— What you are asked to do —
The entries that follow include a run beginning at the line with "context.setLineDash([]);" and ending at the line with "context.textAlign = isNaN(turn)"; restate that run word for word and leave the rest out.

Stored data entries
*** Block opens ***

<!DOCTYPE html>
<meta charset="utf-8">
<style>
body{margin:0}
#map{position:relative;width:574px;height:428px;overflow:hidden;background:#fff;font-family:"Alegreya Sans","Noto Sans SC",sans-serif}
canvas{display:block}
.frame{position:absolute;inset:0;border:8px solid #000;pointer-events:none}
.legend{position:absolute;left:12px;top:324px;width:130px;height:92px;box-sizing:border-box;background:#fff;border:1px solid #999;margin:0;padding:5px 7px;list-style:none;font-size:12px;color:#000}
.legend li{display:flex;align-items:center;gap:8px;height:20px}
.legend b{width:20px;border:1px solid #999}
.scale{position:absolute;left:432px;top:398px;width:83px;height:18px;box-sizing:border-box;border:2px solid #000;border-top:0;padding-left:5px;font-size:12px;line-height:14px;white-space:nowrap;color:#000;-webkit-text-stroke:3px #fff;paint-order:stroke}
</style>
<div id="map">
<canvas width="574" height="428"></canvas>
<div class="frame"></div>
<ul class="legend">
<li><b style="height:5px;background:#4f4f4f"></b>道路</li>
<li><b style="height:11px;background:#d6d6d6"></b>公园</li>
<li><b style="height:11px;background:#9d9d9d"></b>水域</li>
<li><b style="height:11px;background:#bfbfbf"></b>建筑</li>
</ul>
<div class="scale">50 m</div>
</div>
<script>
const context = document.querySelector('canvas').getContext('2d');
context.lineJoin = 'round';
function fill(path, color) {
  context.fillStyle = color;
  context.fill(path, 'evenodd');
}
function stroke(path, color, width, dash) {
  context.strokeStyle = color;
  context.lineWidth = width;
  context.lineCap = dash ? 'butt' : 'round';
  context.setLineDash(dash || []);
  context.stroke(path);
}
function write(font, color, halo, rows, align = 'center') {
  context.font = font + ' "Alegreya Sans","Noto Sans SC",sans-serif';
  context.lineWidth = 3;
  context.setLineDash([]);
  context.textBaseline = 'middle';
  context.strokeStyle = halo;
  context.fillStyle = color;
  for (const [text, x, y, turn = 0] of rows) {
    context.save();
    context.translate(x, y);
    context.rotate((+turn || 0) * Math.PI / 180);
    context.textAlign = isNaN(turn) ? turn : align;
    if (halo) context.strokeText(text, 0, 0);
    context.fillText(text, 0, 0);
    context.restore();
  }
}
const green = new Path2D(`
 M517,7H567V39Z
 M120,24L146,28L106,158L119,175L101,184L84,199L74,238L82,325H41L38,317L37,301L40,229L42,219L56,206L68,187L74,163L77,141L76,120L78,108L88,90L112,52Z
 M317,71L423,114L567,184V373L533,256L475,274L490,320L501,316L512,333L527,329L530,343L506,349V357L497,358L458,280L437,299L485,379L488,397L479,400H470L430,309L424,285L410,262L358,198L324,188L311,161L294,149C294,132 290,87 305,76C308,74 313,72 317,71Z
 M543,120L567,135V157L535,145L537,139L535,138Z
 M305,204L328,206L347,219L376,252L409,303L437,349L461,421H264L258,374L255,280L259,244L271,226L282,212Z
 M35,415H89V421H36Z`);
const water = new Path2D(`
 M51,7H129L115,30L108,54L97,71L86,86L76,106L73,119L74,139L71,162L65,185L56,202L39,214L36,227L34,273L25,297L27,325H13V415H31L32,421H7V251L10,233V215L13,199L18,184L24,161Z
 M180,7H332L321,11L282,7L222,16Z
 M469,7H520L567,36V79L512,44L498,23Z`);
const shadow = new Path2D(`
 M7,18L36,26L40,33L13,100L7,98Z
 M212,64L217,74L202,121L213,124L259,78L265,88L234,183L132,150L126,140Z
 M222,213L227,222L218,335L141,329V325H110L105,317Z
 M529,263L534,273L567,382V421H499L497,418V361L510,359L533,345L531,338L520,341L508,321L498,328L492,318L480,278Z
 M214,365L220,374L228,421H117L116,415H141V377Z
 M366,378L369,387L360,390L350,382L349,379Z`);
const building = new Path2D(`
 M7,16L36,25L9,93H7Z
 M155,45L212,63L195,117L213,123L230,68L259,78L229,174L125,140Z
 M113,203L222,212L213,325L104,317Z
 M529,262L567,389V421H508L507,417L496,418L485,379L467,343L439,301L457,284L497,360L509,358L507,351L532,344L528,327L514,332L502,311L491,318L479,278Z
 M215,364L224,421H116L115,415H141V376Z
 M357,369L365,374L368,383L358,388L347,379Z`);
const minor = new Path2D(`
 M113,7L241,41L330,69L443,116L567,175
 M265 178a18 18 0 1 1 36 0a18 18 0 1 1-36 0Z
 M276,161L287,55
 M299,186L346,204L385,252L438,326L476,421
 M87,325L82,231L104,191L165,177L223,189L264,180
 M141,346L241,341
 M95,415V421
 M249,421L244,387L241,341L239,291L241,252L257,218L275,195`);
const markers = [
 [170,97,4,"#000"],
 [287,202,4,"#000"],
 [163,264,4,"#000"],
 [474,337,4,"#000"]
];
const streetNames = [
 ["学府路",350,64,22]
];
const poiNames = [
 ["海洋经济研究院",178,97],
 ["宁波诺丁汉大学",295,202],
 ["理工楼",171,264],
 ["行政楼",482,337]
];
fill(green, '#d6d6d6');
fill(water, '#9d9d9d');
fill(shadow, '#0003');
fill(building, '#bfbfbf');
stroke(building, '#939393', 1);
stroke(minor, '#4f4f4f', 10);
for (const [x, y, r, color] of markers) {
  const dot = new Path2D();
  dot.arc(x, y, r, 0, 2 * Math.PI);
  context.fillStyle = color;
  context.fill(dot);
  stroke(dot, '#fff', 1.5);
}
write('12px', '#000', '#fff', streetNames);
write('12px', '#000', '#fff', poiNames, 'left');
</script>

*** Block closes ***

— Output for this task —
  context.setLineDash([]);
  context.textBaseline = 'middle';
  context.strokeStyle = halo;
  context.fillStyle = color;
  for (const [text, x, y, turn = 0] of rows) {
    context.save();
    context.translate(x, y);
    context.rotate((+turn || 0) * Math.PI / 180);
    context.textAlign = isNaN(turn) ? turn : align;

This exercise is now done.